FWIW, I’m already familiar-in-passing with more modern retreats from like hardcore bayesianism. IMO it’s a bit unprincipled but necessary because bayesianism isn’t complete (eg hypothesis generation, evidence modelling, etc). One thing I don’t like about the state of bayesianism is everyone seems to have their pet theory about how to handle the problems. IMO this is a sign that bayesianism is failing (but doesn’t mean it’s irredeemable). If b-ism weren’t failing, we’d know of a more consistent integrated position that people point to and say ‘see X’s book/essays for the gold standard’.

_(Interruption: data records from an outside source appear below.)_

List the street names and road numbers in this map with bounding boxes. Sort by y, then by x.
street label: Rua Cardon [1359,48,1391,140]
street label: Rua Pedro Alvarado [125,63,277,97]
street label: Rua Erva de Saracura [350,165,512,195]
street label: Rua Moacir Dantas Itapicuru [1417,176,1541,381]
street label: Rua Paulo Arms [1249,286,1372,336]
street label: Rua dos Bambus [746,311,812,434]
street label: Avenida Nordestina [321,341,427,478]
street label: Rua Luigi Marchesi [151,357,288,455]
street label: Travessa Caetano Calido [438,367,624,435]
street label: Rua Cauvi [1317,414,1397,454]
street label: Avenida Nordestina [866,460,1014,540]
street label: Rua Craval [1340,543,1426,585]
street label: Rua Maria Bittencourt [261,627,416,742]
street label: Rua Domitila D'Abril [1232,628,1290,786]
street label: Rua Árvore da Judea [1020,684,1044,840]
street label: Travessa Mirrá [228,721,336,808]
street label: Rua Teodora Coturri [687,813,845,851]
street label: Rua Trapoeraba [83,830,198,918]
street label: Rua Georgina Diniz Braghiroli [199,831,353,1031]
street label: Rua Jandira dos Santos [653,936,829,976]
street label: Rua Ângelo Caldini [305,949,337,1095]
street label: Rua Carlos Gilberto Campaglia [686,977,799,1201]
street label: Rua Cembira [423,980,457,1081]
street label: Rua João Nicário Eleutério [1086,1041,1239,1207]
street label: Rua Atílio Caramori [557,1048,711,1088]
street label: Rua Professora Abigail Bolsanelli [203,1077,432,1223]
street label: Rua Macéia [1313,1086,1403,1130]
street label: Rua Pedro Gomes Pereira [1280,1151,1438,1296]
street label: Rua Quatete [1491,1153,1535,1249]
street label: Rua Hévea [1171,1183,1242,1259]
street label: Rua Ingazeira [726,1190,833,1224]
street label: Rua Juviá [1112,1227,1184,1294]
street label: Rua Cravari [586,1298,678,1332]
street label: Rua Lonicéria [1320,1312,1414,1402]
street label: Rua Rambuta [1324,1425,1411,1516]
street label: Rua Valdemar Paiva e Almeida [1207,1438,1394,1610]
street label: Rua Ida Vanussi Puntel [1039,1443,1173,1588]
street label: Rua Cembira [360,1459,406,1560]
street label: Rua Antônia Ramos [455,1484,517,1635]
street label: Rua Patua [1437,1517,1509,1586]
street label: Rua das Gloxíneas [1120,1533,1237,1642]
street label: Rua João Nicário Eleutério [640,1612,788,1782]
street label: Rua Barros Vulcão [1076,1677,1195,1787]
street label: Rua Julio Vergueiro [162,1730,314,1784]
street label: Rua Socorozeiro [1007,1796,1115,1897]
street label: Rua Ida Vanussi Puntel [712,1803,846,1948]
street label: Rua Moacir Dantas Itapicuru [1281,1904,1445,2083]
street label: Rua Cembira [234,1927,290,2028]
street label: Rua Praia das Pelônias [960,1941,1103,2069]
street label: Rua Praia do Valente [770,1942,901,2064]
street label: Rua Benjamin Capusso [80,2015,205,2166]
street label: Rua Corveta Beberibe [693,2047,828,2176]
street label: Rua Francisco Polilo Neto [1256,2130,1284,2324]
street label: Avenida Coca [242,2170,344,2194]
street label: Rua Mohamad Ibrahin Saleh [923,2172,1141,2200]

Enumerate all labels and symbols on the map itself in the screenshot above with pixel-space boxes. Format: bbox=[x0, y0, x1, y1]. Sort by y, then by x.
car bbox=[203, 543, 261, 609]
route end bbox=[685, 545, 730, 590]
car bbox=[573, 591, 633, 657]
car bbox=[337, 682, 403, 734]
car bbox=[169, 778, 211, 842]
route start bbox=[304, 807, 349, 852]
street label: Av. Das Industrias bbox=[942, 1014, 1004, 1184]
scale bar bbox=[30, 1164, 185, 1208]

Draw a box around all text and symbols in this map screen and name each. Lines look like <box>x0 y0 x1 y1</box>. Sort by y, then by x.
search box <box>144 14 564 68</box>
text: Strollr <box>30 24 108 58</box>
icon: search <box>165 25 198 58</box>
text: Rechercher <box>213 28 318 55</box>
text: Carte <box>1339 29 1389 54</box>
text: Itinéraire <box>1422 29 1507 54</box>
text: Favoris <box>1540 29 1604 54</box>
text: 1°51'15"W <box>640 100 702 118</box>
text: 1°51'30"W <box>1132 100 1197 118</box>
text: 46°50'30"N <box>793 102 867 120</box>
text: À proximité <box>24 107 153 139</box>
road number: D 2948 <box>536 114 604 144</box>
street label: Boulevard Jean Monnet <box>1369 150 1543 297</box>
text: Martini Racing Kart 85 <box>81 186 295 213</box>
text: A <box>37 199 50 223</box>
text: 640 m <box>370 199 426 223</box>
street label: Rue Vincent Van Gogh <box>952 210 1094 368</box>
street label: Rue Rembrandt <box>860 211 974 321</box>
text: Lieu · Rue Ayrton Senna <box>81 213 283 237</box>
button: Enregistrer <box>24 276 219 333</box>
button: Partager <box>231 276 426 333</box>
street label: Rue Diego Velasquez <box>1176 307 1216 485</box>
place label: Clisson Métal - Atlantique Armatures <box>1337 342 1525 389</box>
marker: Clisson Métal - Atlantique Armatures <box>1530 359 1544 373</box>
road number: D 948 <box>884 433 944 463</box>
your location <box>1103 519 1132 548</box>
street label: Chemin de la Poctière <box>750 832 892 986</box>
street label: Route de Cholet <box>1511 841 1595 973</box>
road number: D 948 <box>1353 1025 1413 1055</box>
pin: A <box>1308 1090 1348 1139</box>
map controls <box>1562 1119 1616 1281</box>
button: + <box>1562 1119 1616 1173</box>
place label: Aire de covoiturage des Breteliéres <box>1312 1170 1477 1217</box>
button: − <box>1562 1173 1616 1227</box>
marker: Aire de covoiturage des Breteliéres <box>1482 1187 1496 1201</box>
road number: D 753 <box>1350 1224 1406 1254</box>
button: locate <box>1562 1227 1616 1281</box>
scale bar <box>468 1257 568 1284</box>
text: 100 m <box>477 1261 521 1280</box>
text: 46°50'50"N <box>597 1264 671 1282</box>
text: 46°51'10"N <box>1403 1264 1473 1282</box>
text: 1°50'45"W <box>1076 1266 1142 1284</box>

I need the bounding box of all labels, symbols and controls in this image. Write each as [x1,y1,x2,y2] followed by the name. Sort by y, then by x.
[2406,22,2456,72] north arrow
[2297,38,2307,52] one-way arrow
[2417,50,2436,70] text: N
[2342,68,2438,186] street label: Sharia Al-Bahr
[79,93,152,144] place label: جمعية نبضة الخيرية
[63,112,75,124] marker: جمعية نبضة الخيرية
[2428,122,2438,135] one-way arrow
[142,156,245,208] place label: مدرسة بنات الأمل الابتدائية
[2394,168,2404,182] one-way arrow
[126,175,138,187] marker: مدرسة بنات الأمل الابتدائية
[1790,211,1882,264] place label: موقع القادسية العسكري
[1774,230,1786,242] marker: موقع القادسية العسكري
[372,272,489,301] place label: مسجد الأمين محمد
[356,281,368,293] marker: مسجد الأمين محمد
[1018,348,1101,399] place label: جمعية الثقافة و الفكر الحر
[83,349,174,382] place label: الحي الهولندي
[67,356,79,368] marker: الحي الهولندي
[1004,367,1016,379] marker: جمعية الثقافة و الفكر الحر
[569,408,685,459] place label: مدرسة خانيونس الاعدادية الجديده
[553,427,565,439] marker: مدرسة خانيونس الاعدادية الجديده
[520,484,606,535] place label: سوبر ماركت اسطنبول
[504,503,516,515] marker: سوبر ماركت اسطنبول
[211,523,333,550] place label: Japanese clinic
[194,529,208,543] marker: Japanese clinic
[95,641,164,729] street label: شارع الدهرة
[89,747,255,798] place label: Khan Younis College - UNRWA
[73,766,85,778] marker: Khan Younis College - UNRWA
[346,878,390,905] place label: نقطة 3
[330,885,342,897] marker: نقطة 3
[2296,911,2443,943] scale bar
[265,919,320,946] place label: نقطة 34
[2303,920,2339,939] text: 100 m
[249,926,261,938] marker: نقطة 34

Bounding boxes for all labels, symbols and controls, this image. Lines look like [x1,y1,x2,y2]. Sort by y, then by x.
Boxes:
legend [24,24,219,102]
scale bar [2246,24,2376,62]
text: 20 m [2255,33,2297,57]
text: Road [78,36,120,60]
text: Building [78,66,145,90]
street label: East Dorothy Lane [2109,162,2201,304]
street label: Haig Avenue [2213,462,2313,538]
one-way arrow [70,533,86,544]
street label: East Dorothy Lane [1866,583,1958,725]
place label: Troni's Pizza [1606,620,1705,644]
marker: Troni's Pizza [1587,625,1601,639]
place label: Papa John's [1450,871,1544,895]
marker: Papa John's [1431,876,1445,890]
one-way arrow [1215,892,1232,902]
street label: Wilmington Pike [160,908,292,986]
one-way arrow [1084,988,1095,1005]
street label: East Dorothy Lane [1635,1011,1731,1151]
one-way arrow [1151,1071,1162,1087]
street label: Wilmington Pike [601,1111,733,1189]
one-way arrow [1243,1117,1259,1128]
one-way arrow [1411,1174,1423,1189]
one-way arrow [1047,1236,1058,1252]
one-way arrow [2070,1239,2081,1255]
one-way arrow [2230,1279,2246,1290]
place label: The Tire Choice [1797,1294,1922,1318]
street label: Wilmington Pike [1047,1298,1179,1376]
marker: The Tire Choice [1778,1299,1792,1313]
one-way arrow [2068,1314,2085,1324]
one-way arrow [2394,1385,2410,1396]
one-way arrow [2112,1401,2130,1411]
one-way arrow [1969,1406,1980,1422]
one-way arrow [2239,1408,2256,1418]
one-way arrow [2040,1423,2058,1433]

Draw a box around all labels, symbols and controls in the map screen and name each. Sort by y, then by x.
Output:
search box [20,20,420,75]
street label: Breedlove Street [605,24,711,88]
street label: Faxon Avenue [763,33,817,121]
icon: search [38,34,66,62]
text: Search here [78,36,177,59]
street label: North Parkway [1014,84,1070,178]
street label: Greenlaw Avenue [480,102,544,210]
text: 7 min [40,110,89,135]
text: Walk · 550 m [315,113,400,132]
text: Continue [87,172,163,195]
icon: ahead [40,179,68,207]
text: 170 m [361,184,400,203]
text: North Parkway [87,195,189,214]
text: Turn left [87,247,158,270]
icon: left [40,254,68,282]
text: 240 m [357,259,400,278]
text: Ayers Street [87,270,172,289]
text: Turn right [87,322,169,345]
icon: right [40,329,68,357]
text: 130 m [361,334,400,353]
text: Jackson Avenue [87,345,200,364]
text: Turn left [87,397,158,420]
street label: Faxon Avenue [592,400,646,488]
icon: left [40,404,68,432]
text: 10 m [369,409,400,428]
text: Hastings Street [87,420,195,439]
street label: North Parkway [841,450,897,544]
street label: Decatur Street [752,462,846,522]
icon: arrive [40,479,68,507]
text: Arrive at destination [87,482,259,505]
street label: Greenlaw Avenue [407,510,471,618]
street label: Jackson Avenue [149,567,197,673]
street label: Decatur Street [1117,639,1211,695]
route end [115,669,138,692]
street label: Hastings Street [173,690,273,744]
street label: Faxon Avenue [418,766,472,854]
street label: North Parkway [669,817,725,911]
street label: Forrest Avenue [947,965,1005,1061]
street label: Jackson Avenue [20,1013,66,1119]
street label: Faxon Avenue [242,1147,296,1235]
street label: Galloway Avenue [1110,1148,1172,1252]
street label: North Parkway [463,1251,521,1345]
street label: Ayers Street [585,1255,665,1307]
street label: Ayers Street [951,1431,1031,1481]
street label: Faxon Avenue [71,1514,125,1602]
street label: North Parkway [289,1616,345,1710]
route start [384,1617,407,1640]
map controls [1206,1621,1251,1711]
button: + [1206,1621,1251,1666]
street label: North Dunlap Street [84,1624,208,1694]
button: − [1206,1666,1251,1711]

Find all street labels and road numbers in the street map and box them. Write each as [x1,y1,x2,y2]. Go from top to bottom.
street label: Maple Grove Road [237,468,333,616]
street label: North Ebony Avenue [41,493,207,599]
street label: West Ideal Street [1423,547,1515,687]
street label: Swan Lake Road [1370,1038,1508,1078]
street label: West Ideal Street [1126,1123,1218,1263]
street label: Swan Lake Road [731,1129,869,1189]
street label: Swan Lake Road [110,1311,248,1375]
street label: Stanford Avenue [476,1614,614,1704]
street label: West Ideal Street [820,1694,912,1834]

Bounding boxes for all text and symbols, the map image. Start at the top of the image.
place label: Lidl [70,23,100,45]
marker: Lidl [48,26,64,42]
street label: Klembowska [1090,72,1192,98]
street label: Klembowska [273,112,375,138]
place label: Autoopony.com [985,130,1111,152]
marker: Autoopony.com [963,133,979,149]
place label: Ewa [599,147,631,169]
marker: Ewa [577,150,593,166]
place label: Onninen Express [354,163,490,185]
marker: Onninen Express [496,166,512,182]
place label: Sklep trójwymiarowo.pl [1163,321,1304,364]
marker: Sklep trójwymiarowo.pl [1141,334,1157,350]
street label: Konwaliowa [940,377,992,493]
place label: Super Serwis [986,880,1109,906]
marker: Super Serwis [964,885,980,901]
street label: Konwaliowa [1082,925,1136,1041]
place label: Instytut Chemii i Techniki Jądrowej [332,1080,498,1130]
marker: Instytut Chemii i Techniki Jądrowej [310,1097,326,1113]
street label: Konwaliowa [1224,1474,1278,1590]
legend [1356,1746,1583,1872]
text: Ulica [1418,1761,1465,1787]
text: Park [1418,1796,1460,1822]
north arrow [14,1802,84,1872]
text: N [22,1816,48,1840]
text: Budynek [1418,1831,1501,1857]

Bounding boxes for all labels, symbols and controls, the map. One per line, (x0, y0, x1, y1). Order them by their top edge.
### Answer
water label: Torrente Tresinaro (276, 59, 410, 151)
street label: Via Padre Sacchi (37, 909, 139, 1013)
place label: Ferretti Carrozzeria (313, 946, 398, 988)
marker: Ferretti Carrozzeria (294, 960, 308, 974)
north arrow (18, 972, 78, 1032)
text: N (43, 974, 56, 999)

If there is one thing in particularly that I take issue with, it’s the idea that Bayesianism is the logic of science. I disagree with that wholeheartedly. The problem is the leap from applying a statistics method epistemologically. Bayes has no epistemic insights that aren’t covered elsewhere, and the domains where it works aren’t useful for getting to the truth and understanding the world proper. It doesn’t help us to explain how and why scientific progress happens and is possible.
Edit/Addendum: to (loosely and reductively) analogize to pythagoras: bayesianism is to bayes what pyramid power is to pythagoras.
This isn’t exactly a fair analogy, but the point I want to make is that the belief that bayes’ theorem applies to epistemological matters is a massive leap. I can see how it’s tempting and it’s much easier to see how intelligent people would fall into the trap. I don’t mean to be insulting or offensive btw, and I’m sorry if I am, but I don’t want to lie about what I think and am a little short on time.